> _Task statement_
Every line from the beginning of the data through the line containing "Give bounding boxes for the" should be reproduced exactly, and no further lines should be output.

(Stored items from a collection)
========================================

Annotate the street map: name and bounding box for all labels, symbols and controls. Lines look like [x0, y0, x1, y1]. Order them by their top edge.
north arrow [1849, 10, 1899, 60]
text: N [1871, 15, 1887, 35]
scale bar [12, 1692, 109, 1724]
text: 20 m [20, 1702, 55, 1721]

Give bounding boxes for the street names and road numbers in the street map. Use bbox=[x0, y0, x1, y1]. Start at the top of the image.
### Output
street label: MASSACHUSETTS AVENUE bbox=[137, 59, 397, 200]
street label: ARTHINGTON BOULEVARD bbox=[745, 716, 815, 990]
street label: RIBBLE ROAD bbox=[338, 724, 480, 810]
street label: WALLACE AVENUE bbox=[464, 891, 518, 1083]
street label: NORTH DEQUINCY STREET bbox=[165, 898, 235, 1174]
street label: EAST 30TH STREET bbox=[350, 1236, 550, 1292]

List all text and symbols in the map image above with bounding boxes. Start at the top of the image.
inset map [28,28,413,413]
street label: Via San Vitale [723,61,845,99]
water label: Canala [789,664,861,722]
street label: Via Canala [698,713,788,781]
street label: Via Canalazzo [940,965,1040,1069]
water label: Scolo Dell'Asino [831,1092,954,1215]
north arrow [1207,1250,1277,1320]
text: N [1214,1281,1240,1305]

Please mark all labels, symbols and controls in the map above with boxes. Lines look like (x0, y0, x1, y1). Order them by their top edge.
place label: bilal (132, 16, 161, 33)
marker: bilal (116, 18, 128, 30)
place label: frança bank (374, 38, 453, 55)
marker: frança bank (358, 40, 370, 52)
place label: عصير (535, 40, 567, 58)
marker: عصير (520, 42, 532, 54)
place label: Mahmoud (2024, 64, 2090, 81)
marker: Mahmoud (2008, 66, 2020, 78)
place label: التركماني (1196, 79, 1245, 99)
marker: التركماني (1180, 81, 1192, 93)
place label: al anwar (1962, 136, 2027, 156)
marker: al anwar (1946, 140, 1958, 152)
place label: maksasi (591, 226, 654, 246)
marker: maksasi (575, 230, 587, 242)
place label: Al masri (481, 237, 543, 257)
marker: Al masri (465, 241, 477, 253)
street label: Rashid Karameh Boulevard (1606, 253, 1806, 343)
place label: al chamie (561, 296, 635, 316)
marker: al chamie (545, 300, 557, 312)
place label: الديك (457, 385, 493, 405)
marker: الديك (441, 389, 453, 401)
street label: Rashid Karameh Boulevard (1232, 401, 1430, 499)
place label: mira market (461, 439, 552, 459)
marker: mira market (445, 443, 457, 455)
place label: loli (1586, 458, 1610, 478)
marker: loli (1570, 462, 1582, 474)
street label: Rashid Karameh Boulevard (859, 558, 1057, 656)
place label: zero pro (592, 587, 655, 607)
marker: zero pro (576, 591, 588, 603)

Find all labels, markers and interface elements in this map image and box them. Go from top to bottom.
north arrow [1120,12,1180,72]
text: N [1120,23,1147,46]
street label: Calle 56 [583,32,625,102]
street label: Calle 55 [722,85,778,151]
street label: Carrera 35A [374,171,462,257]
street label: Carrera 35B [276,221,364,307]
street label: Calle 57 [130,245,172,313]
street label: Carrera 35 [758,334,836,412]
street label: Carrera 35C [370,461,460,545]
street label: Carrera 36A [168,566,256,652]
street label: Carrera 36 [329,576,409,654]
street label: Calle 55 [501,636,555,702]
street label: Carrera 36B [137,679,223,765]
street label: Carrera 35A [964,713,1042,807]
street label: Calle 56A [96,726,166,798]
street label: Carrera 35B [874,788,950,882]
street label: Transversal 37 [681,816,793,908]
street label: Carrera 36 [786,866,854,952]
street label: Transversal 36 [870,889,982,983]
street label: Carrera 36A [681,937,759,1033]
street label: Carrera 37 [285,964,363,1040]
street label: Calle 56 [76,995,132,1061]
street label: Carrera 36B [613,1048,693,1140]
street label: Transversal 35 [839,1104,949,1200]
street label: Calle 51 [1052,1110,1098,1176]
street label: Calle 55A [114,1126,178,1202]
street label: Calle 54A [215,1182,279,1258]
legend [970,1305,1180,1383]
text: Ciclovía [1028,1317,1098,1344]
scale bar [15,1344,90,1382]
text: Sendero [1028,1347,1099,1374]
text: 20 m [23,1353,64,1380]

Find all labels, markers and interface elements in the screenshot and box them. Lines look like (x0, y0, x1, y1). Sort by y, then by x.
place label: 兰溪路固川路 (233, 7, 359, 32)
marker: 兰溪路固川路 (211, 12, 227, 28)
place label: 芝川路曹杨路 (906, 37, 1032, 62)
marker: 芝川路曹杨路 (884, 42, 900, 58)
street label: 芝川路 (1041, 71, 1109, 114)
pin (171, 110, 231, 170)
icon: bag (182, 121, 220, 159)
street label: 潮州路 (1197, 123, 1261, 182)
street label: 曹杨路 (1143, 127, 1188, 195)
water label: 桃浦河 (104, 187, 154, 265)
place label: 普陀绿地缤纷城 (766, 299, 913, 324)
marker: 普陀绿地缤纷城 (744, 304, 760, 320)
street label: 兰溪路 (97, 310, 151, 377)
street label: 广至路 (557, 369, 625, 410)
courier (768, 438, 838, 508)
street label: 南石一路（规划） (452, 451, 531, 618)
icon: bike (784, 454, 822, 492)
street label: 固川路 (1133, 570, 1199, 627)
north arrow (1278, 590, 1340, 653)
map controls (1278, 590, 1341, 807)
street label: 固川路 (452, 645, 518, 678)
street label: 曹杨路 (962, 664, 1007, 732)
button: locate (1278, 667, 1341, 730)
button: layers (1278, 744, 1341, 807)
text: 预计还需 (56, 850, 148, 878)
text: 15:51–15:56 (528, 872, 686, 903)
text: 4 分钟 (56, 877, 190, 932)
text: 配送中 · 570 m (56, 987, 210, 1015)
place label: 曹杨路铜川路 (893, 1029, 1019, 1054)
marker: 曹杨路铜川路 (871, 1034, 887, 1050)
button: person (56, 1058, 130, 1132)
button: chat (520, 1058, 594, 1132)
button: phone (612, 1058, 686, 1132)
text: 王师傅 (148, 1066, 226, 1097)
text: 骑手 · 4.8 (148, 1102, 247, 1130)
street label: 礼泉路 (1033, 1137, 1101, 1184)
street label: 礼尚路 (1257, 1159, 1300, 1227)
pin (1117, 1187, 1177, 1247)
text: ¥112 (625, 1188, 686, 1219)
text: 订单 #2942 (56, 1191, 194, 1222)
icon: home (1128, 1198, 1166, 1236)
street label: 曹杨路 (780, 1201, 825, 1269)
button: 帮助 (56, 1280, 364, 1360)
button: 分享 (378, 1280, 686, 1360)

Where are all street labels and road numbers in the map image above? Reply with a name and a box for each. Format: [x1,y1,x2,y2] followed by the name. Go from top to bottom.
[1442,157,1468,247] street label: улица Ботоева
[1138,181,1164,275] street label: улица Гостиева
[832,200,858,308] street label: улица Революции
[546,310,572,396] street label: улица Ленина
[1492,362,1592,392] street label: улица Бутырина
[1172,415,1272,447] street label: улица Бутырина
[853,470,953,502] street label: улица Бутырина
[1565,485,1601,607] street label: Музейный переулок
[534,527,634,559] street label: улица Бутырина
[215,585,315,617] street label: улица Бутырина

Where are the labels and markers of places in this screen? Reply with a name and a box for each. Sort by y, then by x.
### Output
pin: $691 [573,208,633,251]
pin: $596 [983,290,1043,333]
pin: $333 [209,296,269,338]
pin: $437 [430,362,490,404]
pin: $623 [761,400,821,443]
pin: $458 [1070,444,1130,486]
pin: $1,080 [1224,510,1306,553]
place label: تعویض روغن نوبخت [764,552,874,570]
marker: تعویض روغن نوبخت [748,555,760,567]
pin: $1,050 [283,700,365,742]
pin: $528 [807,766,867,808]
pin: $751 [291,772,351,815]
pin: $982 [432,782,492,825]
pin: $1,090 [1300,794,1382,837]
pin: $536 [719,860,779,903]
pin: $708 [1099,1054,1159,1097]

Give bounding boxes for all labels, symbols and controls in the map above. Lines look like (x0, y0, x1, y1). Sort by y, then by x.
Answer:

========================================

> _Solution to this task_
Annotate the street map: name and bounding box for all labels, symbols and controls. Lines look like [x0, y0, x1, y1]. Order them by their top edge.
north arrow [1849, 10, 1899, 60]
text: N [1871, 15, 1887, 35]
scale bar [12, 1692, 109, 1724]
text: 20 m [20, 1702, 55, 1721]

Give bounding boxes for the street names and road numbers in the street map. Use bbox=[x0, y0, x1, y1]. Start at the top of the image.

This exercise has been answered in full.